Armenia named 'country of the year' in UK
The British weekly newspaper Economist has named Armenia as the country of the year, saying the South Caucasus nation has a "chance of democracy and renewal" after street protests led to a peaceful change of government.
"Our annual 'country of the year' award goes not to the most influential nation, nor to the richest, nor to the one with the tastiest food. It celebrates progress," the London-based weekly news magazine wrote.
According to the article, "an ancient and often misruled nation in a turbulent region has a chance of democracy and renewal." "For that reason, Armenia is our country of the year," the newspaper stressed.
The newspaper said that choosing the 'country of the year' is tricky, because stellar performance in one year is no guarantee of future success - last year’s pick, France, is now racked by riots.
Nikol Pashinyan, a charismatic and bearded former journalist and MP, "was swept into power, legally and properly, on a wave of revulsion against corruption and incompetence," the Economist said on December 18. He was elected to the prime minister's post in May after spearheading weeks of mass protests that forced his predecessor, long-entrenched leader Serzh Sarkisian, to resign.
On December 9, acting Armenian Prime Minister Nikol Pashinyan’s bloc 'My Step' has received 70.43% of the vote during the Armenian parliamentary elections. The Prosperous Armenia party, led by Gagik Tsarukyan and the Armenian Renaissance party, led by Edmon Marukyan, have also entered the parliament, scoring 8.27% and 6.37% of the vote respectively. The My Step bloc got 88 of 132 seats in the parliament.
Armenian politicians and political scientists warmly welcomed this sign of attention from the UK. The Prosperous Armenia party's representative Naira Zohrabyan, speaking with Vestnik Kavkaza, said that she is completely agree with The Economist weekly newspaper. "What happened in Armenia in April was an unprecedented bloodless revolution for the entire post-Soviet space. This revolution was not against Russia, the European Union or the United States, but against corruption and the total power of the Republicans, who did not give any progress to either the country or the people. This revolution was against lawlessness," she said.
"I absolutely agree that Armenia can become the country of the year, with a revolution, which had only one winner - the people. Pashinyan’s team expresses the opinion of the majority of the people, and I can say that yes, the people won," Naira Zohrabyan stressed.

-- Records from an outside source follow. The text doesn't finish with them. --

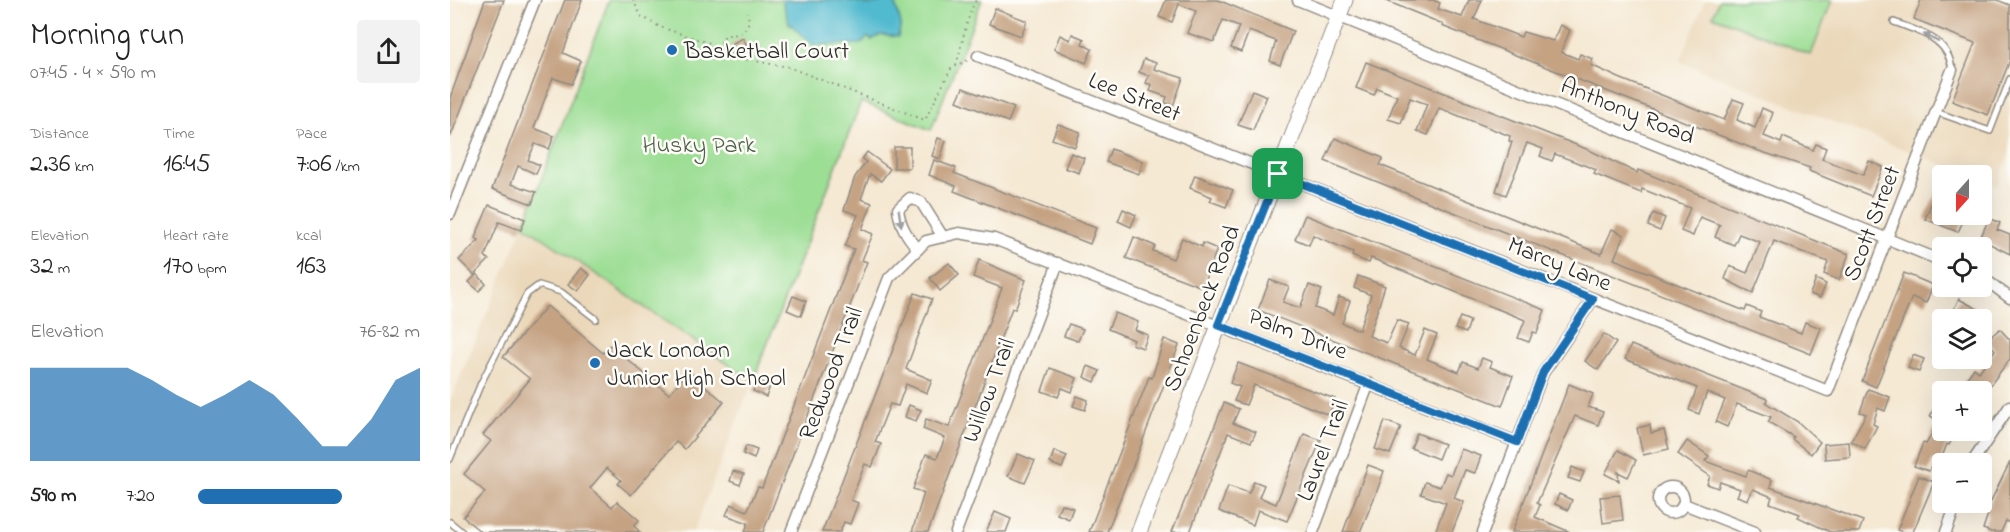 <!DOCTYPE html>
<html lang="en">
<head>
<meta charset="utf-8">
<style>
  body { margin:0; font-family:"Indie Flower",sans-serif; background:#f2f2f2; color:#222; height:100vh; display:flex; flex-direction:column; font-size:22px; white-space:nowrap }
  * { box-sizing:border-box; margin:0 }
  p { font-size:20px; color:#767676 }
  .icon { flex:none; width:33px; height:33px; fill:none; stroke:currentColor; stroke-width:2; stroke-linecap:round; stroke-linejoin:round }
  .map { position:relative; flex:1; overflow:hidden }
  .details { display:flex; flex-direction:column; background:#fff; width:450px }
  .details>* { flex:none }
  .needle { width:39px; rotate:201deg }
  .buttons { position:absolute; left:1482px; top:165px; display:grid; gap:12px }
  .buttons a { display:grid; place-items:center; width:60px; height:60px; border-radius:6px; background:#fff; box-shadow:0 6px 24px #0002; font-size:30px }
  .pin { position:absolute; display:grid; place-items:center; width:51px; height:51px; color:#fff; margin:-26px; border-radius:12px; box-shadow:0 3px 9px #0006 }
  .round { display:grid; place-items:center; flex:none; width:63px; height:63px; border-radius:6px; background:#f2f2f2 }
  .head { display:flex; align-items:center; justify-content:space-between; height:102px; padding:0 30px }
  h1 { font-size:33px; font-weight:600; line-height:45px }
  .stats { display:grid; grid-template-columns:repeat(3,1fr); gap:9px; height:102px; padding:6px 30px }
  .stats div { display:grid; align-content:center }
  .stats b { font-size:26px; font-weight:600 }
  .stats small { font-size:16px; font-weight:400 }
  .stats p { font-size:16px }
  .chart { height:168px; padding:12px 30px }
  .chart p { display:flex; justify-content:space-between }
  .chart svg { width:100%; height:108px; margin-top:6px; fill:#1f6fb2; opacity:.7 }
  ul { padding:0 30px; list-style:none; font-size:20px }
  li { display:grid; grid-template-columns:96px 72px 1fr; align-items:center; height:45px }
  li i { height:15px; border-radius:8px; background:#1f6fb2 }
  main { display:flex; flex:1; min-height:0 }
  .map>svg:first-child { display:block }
</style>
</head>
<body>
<main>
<section class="details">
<div class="head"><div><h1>Morning run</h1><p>07:45 · 4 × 590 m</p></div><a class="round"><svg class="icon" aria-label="share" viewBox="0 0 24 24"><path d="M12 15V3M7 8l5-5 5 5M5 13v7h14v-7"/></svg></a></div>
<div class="stats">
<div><p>Distance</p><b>2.36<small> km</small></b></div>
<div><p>Time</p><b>16:45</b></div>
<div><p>Pace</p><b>7:06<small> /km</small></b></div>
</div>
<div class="stats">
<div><p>Elevation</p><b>32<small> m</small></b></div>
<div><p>Heart rate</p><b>170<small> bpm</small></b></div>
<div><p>kcal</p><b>163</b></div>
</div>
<div class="chart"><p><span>Elevation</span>76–82 m</p>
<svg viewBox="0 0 160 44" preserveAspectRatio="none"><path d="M0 44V6L10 6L20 6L30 6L40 6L50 11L60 17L70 22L80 17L90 11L100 17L110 27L120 38L130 38L140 27L150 11L160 6V44z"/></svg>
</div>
<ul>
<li><b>590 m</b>7:20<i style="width:65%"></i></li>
</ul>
</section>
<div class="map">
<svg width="1560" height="532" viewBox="0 0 1560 532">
  <rect width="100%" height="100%" fill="#fdfcf7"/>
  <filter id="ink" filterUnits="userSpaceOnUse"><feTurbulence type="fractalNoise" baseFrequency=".0167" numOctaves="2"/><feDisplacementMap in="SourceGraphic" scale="12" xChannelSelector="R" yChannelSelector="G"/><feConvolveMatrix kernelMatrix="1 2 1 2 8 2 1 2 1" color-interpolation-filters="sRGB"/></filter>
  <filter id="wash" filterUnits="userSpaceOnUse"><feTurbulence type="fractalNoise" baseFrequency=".008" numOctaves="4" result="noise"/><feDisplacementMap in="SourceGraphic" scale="24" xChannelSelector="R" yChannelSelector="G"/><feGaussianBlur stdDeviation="1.35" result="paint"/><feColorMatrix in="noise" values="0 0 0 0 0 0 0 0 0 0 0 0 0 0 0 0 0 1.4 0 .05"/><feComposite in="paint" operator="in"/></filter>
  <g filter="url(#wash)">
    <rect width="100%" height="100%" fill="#f5e9d4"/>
    <g fill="#ebd8ba">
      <path d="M1255,0h305v151l-13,35 -15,-6v-4l-12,-1 -290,-113z"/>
      <path d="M74,225l229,156 -60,151h-243v-131z"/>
    </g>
    <g fill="#9dde95" stroke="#648460" stroke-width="1.5">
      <path d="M159,0h373l-51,130 -70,-28 -108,279 -229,-156z"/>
      <path d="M1269,0h113l-21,55 -98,-39z"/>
    </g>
    <path fill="#51bacf" stroke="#3e727d" stroke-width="1.5" d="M332,0h64l24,5 24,-5 7,24 -3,13 -17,-2 -10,5 -3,-3 -7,7 -47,1 -25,-22z"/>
    <g id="blocks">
      <g fill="#c5a282">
        <path d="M35,0h19l-54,138v-40z"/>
        <path d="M115,0h17l-19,53 18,8 -10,23 -18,-6 -3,7 -16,43 20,8 -5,13 -14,-5 -7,16 12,5 -4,9 -18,-8 -7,18 25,8 -4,12 -40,-15z"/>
        <path d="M716,0h52l75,31 -13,34 -10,-4 6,-20 -27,-10 -8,21 -10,-4 8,-22 -16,-6 -9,22 -27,-9 9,-22 -17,-7 -7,18 -13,-5z"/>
        <path d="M934,0h49l7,3 -2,6 24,8 7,-17h13l-8,19 47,18 2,-5 30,9 7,-16 10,5 -9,22 17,7 2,-5 13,5 -2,6 28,13 105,42 9,-21 11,4 -7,17 18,8 7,-20 11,5 -9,23 17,7 2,-6 30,13 3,-6 10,4 -4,11 41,16 6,-14 14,6 -12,29 -62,-25 1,-3 -51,-17 -317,-125 1,-2z"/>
        <path d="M1471,0h76l13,5v55l-22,55 -36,-14 23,-58 -61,-24z"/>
        <path d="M545,8l32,13 -6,15 -32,-12z"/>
        <path d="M622,34l12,5 -2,5 10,5 -6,14 -32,-14 6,-14 10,5z"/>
        <path d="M293,38l5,10 -12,5 -5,-9z"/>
        <path d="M694,59l12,4 -2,6 29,9 -10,28 -8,-3 2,-6 -17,-6 2,-6 -6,-2 3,-7 -10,-4z"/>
        <path d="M916,62l223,88 48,23 1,-3 211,84 -10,26 -15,-6 4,-12 -54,-21 -21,52 -11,-5 -17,-9 5,-13 17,7 13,-31 -21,-8 -5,11 -19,-8 5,-12 -20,-8 -7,19 -12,-5 9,-23 -48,-19 -1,4 -47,-19 2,-4 -7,-3 -34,-13 -3,7 -12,-5 3,-7 -16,-6 -21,52 -10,-4 16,-49 -3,-1 1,-5 -71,-28 -11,27 -11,-4 10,-27 -17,-6 -9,25 -13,-4 9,-23 -20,-8 -3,7 -18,-7z"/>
        <path d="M513,88l51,20 -6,14 -51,-21z"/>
        <path d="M802,90l15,6 -14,34 -15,-5z"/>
        <path d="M608,124l22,8 -5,15 -23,-8z"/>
        <path d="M488,138l8,3 -6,18 -8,-3z"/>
        <path d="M885,138l48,20 -3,7 221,89 11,-25 12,6 -10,24 131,52 2,-5 14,6 -2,5 42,16 4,-11 16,6 -10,26 -486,-193z"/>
        <rect x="444" y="147" width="16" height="21"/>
        <path d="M661,149l32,12 -4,13 -33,-12z"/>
        <path d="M417,152l23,17 -9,12 -11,-7 -9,25 11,4 -10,26 11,5 -11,26 5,2 -104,270h-18l3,-9 -22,-8 5,-11 16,7 11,-24 4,1 48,-124 44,-115 -9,-3 13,-31 -14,-5 11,-33 11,-15 -4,-3z"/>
        <path d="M621,153l13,5 -5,15 -14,-5z"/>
        <path d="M484,160l22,8 -2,5 142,55 -6,16 -136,-53 2,-5 -27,-11z"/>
        <path d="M745,175l38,15 -7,17 -16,-6 2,-4 -22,-9z"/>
        <path d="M1492,177v37h11l11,5 -6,13 -33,-13z"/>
        <path d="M39,205l36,14 -4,11 -22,-8 -14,34 4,4 -15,15 -15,-15 20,-20 -4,-2z"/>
        <path d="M673,209l13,6 -5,12 -13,-6z"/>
        <path d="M1203,213l12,5 -5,13 -12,-5z"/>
        <path d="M855,215l240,95 -8,23 -4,-1 -4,10 -11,-4 7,-18 -149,-60 -5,-2 -2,5 -17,-7 1,-4 -40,-17 -4,10 -14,-6z"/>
        <path d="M1539,218l11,5 -3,7 13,5v19l-30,-15z"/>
        <path d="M684,237l21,9 -2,5 20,8 9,-21 20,9 1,-4 14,6 -15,38 -76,-29z"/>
        <path d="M529,260l47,20 -11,29 -3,-1 -84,224h-16l12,-39 -11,-4 13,-35 11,4 8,-20 -22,-9 3,-10 23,8 53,-139 -29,-11z"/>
        <path d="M499,263l10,12 -19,16 -10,-13z"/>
        <path d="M131,268l9,7 -12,16 -10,-7z"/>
        <path d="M1454,273l29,12 -7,18 -14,-6 -36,90 -14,-6z"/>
        <path d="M27,274l9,10 -7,7 -10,-9z"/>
        <path d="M908,276l27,10 -16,50 18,7 10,-23 12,4 -10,24 16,7 10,-25 12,5 -10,24 32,13 4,-10 15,6 4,-10 10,4 -2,5 23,9 -11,30 -244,-96 12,-30 19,7 -6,15 17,6 9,-23 13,5 -7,18 18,7 6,-18 11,4 -8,22 17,7 12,-35 -17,-7z"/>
        <path d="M1366,279l10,5 -6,14 -10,-4z"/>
        <path d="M465,293l17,6 -26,70 26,11 -5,13 -21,-9 -8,22 -8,-2 -15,38 6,2 -9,23 -7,-3 -14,36 7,3 -8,21 -6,-2 -4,10h-18z"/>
        <path d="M343,296l13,5 -5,15 -14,-6z"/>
        <path d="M1509,299l24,13 -5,8h-30z"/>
        <path d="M97,306l56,47 7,-8 59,49 19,-23 36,31 -39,47 -9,-7 -45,53 -13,-11 3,-4 -14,-12 -17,20 22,19 5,-6 22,19 -5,6 6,6h-159l-18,-15 22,-25 -21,-18 27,-33 -8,-6 47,-56 -27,-22z"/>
        <path d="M665,313l23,9 -3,8 13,5 -5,13 -11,-4 2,-4 -26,-11z"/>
        <path d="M1010,317l10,4 -4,12 -11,-4z"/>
        <path d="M619,324l14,5 -5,12 -14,-5z"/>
        <path d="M1550,329l10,11v19l-25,33h-28l17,-24 5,4 16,-22 -9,-10z"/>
        <path d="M1154,334l12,9 -18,27 -13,-9z"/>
        <path d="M714,339l15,6 -44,116 -28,71h-18l60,-155 3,1z"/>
        <path d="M1181,345l136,54 -1,4 32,19 22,20 -9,12 -19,-15 2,-2 -26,-15 3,-5 -34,-13 -10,23 -11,-5 9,-22 -18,-8 -8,22 -10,-4 8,-22 -72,-29z"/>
        <path d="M1463,355l11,4 -5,13 -11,-4z"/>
        <path d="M788,363l97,36 -6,16 -75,-30 -8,20 -12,-4 6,-14 -10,-4z"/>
        <path d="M638,366l12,5 -5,11 -11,-5z"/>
        <path d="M600,368l27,10 -5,14 -10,-4 -4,9 -16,-6z"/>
        <path d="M308,380l12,6 -4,11 -13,-6z"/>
        <path d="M1119,384l24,10 -5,13 15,5 -5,13 -23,-9 -38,87 3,2 -5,12 35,15h-58z"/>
        <path d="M1418,389l22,8 -5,14 -7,-3 -5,16 4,2 -12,23 -14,-8 15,-27 -6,-2z"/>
        <path d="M627,396l11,4 -3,10 -12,-4z"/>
        <path d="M774,403l15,6 -6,14 23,9 -5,10 -23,-9 -38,99h-18z"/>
        <path d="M459,405l12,5 -5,11 -11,-4z"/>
        <path d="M1485,408l7,4v18h15l-8,15 -2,-1 -7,18 -7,-2 -4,11 -15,-5 9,-23 3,1 13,-23 -9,-5z"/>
        <path d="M935,421l16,6 -11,27 -15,-5z"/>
        <path d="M1200,425l1,8 13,-3 5,19 -26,6 -6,-27z"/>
        <path d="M967,433l27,11 -6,15 -27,-11z"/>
        <path d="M854,434l17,6 -34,81 -29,-11 -5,15 -34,-14 9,-25 21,7 5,-12 10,4 -5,12 17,7z"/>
        <path d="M1237,441l22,15 -4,5 41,15 2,-6 24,10 -2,7 93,34 -4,11h-29l-32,-15 2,-3 -30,-11 2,-6 -19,-8 -5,11 -11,-4 3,-7 -20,-7 -2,6 -11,-4 3,-8 -32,-22z"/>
        <path d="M1399,442l1,15 -25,2 -1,-15z"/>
        <path d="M296,446l11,4 -3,9 -11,-5z"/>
        <path d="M1011,449l20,7 -6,17 -10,-3 -11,28 10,4 -12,30h-17l11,-29 -25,-9 4,-12 15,5 6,-14 5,2z"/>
        <path d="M1168,450l18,10 -8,17 -10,-5 1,9 -14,-7z"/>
        <path d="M604,451l13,5 -5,12 -12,-5z"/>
        <path d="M568,454l17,7 -10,22 -17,-7z"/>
        <path d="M1560,462v61l-4,-2 -5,11h-10l-8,-3 5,-15 -3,-1z"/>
        <path d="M918,465l16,6 -7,20 -17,41h-17z"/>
        <path d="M1122,467l12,5 -4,10 -12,-4z"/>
        <path d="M283,471l11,3 -4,11 -10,-4z"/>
        <path d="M1469,476l15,6 -21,50h-10l-6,-2z"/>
        <path d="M1109,494l13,6 -4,10 -13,-6z"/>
        <path d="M1170,495l3,25 -20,3 -3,-26z"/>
        <path d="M611,504l12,4 -4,11 -12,-5z"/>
        <path d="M545,512l16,7 -5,13h-20z"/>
      </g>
    </g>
  </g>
  <g filter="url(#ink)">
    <use href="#blocks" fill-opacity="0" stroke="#908a80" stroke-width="1.5"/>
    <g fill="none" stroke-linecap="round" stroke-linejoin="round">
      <defs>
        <g id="lane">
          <path d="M1444,22c26,10 55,16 58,48"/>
          <path d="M1486,112l54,19 20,-52"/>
          <path d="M0,459l31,-76 46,-89 12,-9 22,7 35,27"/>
          <path d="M0,522l12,10"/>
        </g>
        <g id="street">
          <path d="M848,0l644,261"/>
          <path d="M528,56l850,335 124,-321"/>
          <path d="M0,214l85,-214"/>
          <path d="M468,249c-11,-13 -18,-23 -20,-40l12,-11 11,4 22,35"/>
          <path d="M1532,277l28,21"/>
          <path d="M1521,464l39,-58"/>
          <circle cx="1221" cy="500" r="13"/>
          <path d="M1234,504l71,28"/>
          <path d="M341,532l98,-254 37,-37 33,-8 35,6 523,203"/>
          <path d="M506,532l102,-269"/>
          <path d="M863,532l56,-149"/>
          <path d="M1033,532l60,-159 50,-74"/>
          <path d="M1496,532l11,-30"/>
        </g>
        <path id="secondary" d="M689,532l206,-532"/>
      </defs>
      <use href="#lane" stroke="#908a80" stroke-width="8"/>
      <use href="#street" stroke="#908a80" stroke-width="13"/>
      <use href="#secondary" stroke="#908a80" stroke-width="17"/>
      <g stroke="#908a80" stroke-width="2" stroke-dasharray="1.5 4.5" stroke-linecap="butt">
        <path d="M183,0l8,16 19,11 49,16 29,15 50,9 137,53 26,-51 17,-9"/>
        <path d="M268,48l7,-13c15,1 28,-6 22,-23"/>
        <path d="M506,65c7,-22 9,-44 20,-65"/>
      </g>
      <use href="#lane" stroke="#fff" stroke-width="5"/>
      <use href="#street" stroke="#fff" stroke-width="10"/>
      <use href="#secondary" stroke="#fff" stroke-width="15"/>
    </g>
    <defs><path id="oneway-solid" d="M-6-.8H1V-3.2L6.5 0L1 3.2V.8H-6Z" transform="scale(1.5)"/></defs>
    <g fill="#a0a0a0">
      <use href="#oneway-solid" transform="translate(1481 38) rotate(-153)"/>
      <use href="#oneway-solid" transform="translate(450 218) rotate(81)"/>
    </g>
  </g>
  <g fill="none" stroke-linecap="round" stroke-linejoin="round" filter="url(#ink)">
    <defs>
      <path id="route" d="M828,174l315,125 -50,73 -26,70 -299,-117z"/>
    </defs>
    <use href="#route" stroke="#fff" stroke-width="12"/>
    <use href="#route" stroke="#1f6fb2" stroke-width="8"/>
  </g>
  <g fill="#1f6fb2" stroke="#fdfcf7" stroke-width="2">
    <circle cx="222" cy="50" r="6"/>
    <circle cx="145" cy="363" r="6"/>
  </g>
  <g text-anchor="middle" stroke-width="5" stroke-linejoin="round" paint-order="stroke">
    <g font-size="24" fill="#2b2b2b" stroke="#fdfcf7" text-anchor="start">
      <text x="234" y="58">Basketball Court</text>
      <text x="157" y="357">Jack London<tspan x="157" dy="28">Junior High School</tspan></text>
    </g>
    <g font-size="24" fill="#2b2b2b" stroke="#fdfcf7">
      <text transform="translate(685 96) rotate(22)" y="8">Lee Street</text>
      <text transform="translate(1178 110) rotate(22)" y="8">Anthony Road</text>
      <text transform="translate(1421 223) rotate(-69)" y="8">Scott Street</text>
      <text transform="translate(1110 263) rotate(22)" y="8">Marcy Lane</text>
      <text transform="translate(751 308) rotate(-69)" y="8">Schoenbeck Road</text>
      <text transform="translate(848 333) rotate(21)" y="8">Palm Drive</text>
      <text transform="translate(380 373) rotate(-69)" y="8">Redwood Trail</text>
      <text transform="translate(538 390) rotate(-69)" y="8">Willow Trail</text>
      <text transform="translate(872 450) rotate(-69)" y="8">Laurel Trail</text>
    </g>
    <g font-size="24" fill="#4d614b" stroke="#fdfcf7">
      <text x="249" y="152">Husky Park</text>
    </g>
  </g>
</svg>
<div class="buttons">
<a><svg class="needle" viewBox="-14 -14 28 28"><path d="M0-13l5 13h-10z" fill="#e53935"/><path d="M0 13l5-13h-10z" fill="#767676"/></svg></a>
<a><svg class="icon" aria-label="locate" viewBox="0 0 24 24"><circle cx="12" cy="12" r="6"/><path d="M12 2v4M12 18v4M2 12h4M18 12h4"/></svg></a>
<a><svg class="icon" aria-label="layers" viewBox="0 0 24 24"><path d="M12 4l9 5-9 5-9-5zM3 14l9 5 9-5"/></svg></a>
<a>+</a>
<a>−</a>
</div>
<div class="pin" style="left:828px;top:174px;background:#1e9e55"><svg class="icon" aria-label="arrive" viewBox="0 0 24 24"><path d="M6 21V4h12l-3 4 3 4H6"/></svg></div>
</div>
</main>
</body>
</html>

Ex-mayor of Yerevan Vahagn Khachatryan also expressed gratitude to London for recognizing the state coup in Armenia as a democratic event of the year. "It’s very nice that the actions of Nikol Pashinyan’s team are assessed in the West in such a way. In principle, it was a surprise for all of us that we were able to get rid of the regime, which reigned in the country for 20 years. I think Armenia is worthy of such an assessment," he said.